The Uzbek language is an Altaic language, of the Turkic language branch. Originally, around 600AD, Turkic speakers settled in the river basins of the Amu-Darya, Syr-Darya and Zeravshan rivers, where it was better to cultivate the land and grow crops. As well as running through what we now call Uzbekistan, these rivers combined run through countries such as Tajikistan, Kyrgyzstan, and Kazakhstan.
Over time, the Eastern Iranian languages spoken in the region of Uzbekistan were replaced with the Turkic languages, and by the 9th century AD, a Turkic dynasty had emerged in the region. This was under the rule of the Karakhanids from the West, who confederated the groups of Turkic tribes in the region under one law.
Before 1921, the Uzbek language was not defined as such, with Uzbek itself as a word being used to describe a different dialect. Uzbek at this time was used to describe the vowel-harmonized Kipchak dialect, spoken by those who were descendants of those who arrived in the region in the 16th century with Shaybani Khan. However, when the country of Turkestan, as Uzbekistan was once known, came under the rule of the USSR, they looked to standardize and homogenize the language and declared that the entire population of Turkestan would be known as Uzbeks, despite many having no actual Uzbek heritage.
Also, prior to 1928, the Uzbek language was written in the Arabic script. However, due to a governmental push to get the population educated, the Uzbek language was standardized into a Latin script. Under Stalin’s rule, in 1940, the Uzbek language was forced into using the Cyrillic alphabet. It was until after the dissolution of the USSR that there was a shift to reintroduce the Latin alphabet. The country of Uzbekistan is still in a transition period in regards to this.
The Uzbek language is the official language of the country of Uzbekistan, though it is also spoken in the countries of Kyrgyzstan, Afghanistan, Kazakhstan, Turkmenistan, Tajikistan, Russia and China. There are around 24 million speakers of the Uzbek language in total, though the majority of them do live in the country of Uzbekistan itself.
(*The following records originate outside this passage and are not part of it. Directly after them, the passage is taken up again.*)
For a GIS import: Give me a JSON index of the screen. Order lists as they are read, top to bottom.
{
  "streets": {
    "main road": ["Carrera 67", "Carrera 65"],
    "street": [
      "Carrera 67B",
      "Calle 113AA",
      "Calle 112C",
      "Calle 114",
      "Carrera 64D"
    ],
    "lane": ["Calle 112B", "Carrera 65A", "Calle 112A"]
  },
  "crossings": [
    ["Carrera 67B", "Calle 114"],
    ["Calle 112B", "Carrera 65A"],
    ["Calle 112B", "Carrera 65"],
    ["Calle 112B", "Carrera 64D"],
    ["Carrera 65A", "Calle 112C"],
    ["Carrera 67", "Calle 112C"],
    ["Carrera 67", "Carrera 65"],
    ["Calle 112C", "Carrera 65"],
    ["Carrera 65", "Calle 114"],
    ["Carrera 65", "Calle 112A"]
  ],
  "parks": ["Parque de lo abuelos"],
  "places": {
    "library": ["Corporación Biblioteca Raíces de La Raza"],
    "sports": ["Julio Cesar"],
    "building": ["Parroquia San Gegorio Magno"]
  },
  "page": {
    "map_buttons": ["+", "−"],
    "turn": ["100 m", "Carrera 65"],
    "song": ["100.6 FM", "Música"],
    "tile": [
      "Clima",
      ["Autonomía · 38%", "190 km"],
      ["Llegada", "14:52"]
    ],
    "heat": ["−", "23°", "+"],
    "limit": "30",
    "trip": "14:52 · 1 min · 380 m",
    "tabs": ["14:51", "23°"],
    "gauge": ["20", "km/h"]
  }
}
There are between 25 and 26 million speakers of the Uzbek language globally, with around 23 million of these speakers living in the Commonwealth of Independent States. The Commonwealth of Independent States is comprised of the countries that were previously under Russian rule until the dissolution of the USSR. These countries consist of Armenia, Azerbaijan, Belarus, Kazakhstan, Kyrgyzstan, Moldova, Russia, Tajikistan, Turkmenistan and Uzbekistan itself. Around 21 million speakers of the Uzbek language live in Uzbekistan, with around a million in both Tajikistan and Afghanistan.
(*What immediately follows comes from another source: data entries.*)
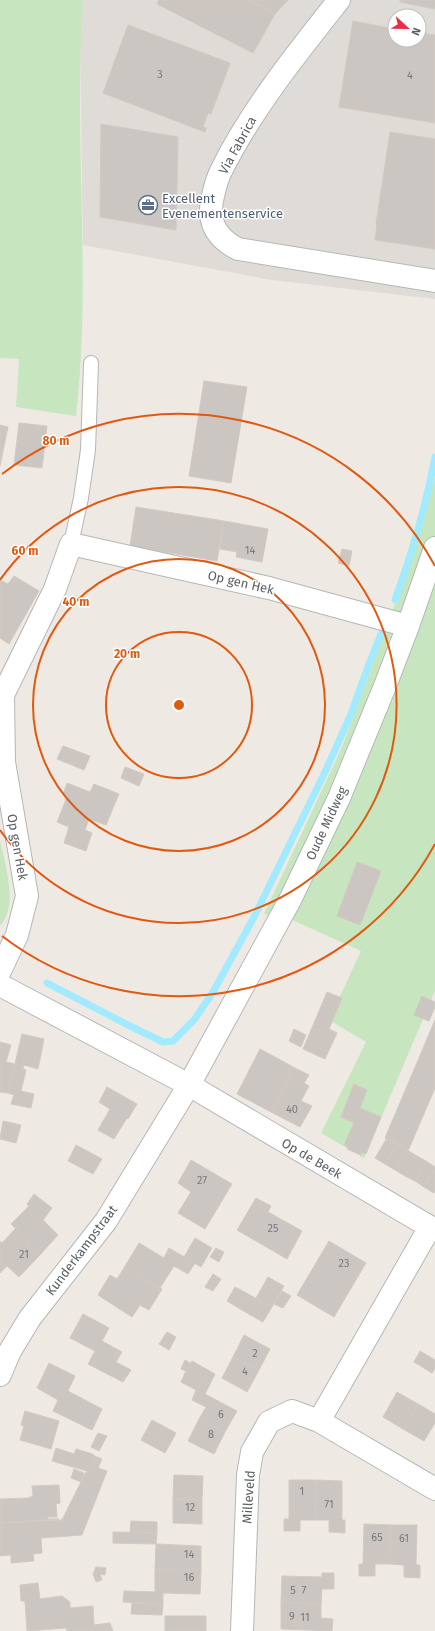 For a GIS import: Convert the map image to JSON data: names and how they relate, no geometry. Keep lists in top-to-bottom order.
{
  "streets": {
    "street": [
      "Via Fabrica",
      "Op gen Hek",
      "Oude Midweg",
      "Op de Beek",
      "Kunderkampstraat",
      "Milleveld"
    ]
  },
  "crossings": [
    ["Op gen Hek", "Oude Midweg"],
    ["Oude Midweg", "Op de Beek"],
    ["Oude Midweg", "Kunderkampstraat"],
    ["Op de Beek", "Kunderkampstraat"]
  ],
  "places": {
    "office": ["Excellent Evenementenservice"]
  },
  "house_numbers": [
    "3",
    "4",
    "14",
    "40",
    "27",
    "25",
    "21",
    "23",
    "2",
    "4",
    "6",
    "8",
    "1",
    "71",
    "12",
    "65",
    "61",
    "14",
    "16",
    "5",
    "7",
    "9",
    "11"
  ],
  "north": "right",
  "rings": [
    "80 m",
    "60 m",
    "40 m",
    "20 m"
  ]
}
The grammar and lexicon of the Uzbek language is closely related to the Uyghur language from which it is derived. However, there have been many other influences to the language since its split from the Uyghur language such as the languages of Persian, Tajik and Dari.
There has also been a strong influence from the Islamic religion, which is where the Arabic influence primarily comes from, as well as a lingering influence from the Russian language, left over from when Uzbekistan was ruled by Russia.
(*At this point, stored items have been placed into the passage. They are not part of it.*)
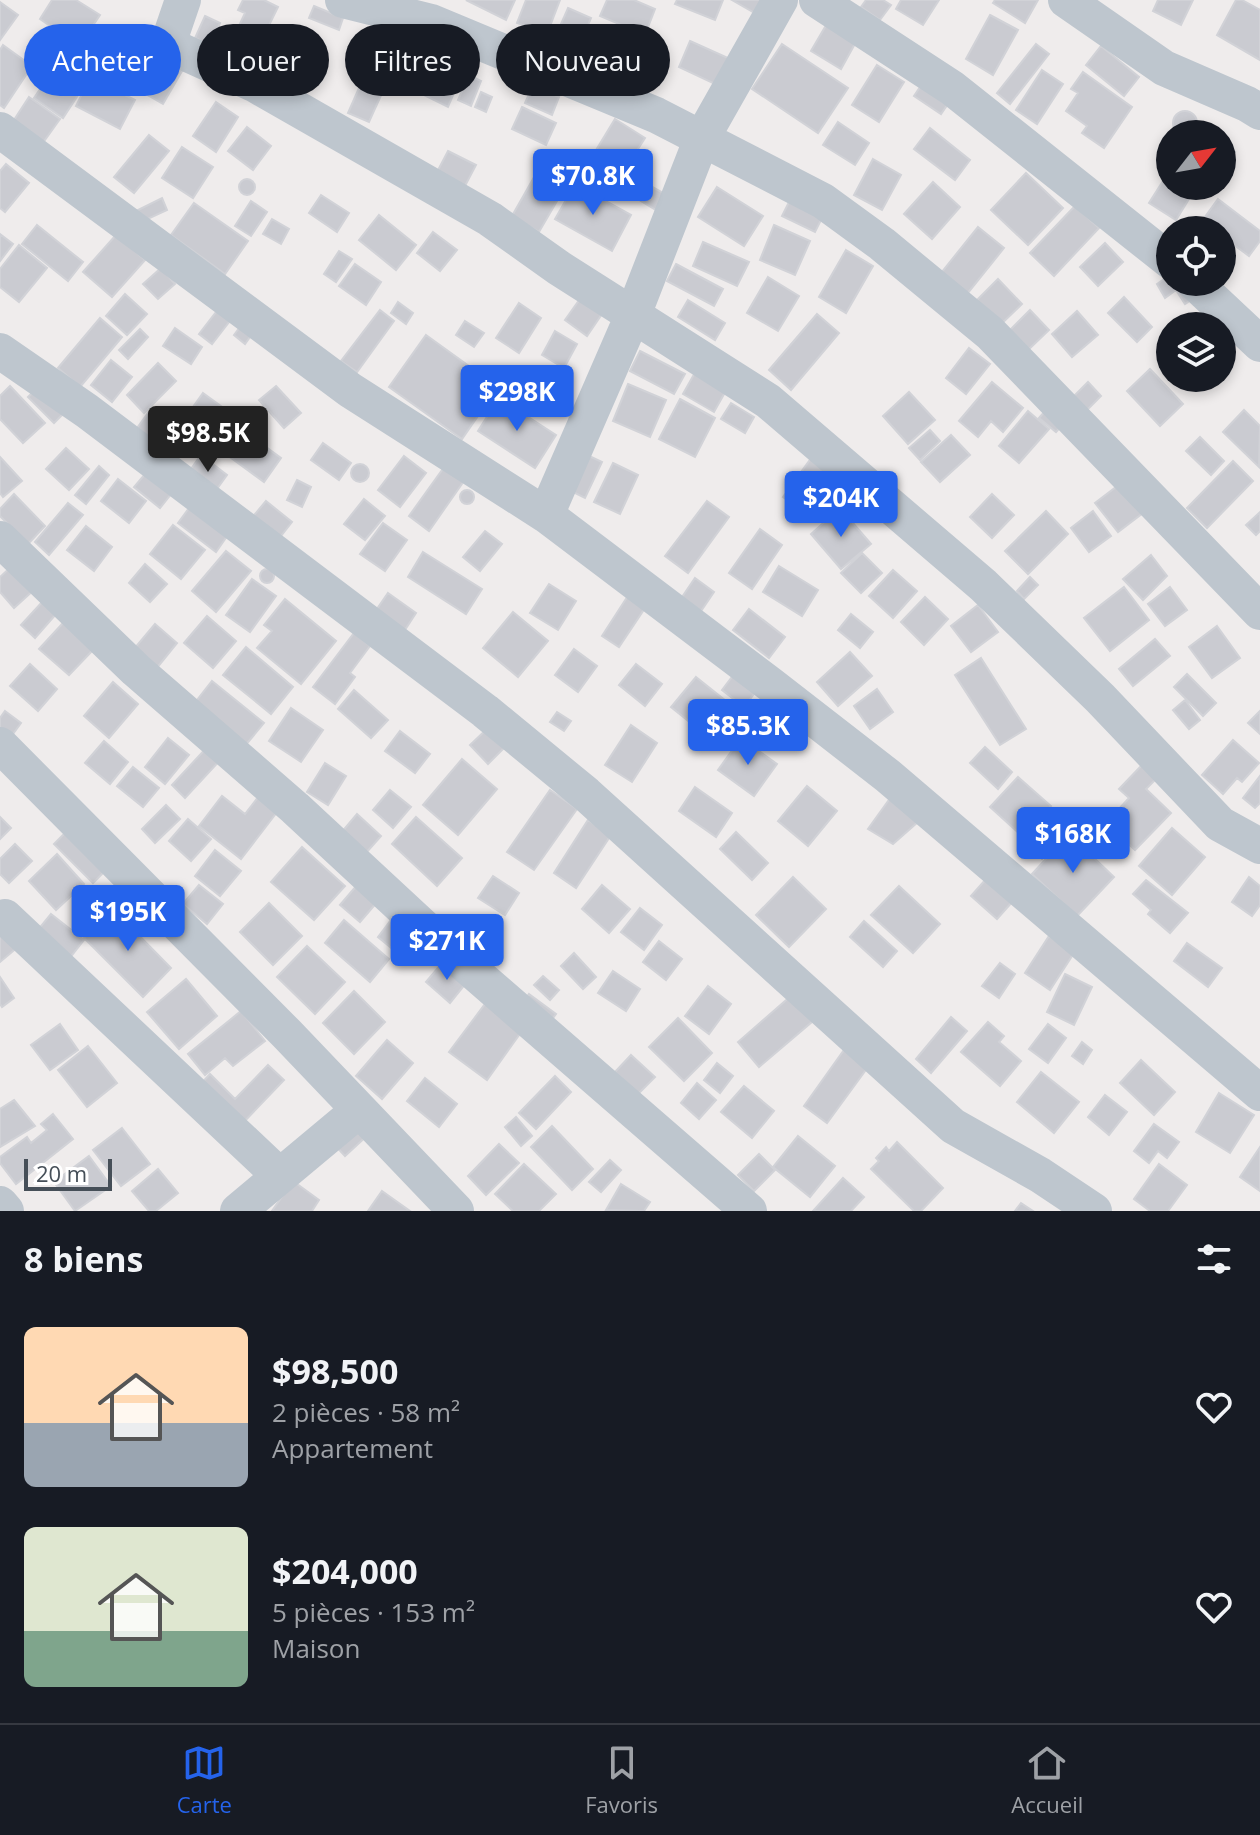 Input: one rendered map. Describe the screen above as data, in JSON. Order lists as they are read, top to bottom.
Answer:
{
  "scale_bar": "20 m",
  "north": "top right",
  "page": {
    "chip": [
      "Acheter",
      "Louer",
      "Filtres",
      "Nouveau"
    ],
    "price": [
      "$70.8K",
      "$298K",
      "$98.5K",
      "$204K",
      "$85.3K",
      "$168K",
      "$195K",
      "$271K"
    ],
    "scale": "20 m",
    "heading": "8 biens",
    "list": [
      {
        "name": "$98,500",
        "note": "2 pièces · 58 m² · Appartement"
      },
      {
        "name": "$204,000",
        "note": "5 pièces · 153 m² · Maison"
      }
    ],
    "tabs": ["Carte", "Favoris", "Accueil"]
  }
}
There are several varying dialects in the Uzbek language, such as the Afghan, Ferghana, Khorezm and Chimkent-Turkestan dialects, but there is a standardized version of the language which is used in printed material and the mass media. This commonly understood dialect is one that can be understood by all Uzbek language speaking people, and can be written in either the Cyrillic or Latin alphabet.
Why Learn The Uzbek Language?
Though all countries that were under USSR rule entered a transition period upon their freedom, their economies have since settled, and a conscious effort has been made by the governments and peoples to preserve and continue their own personal heritage. The country of Uzbekistan is no different. Many ethnic groups and cultures live in Uzbekistan, and now they are being appreciated and celebrated in their diversity.
There is not only a rich and varied classical music tradition in the country, but the Uzbek people have a high level of literacy (99.5% on the last consensus) which has enabled many poems and stories to be written in this language. Uzbekistan is also a country to visit if you have an interest in architecture, as it has some of the most beautiful buildings in the world. Learning the Uzbek language will enable you to understand the culture to its fullest degree.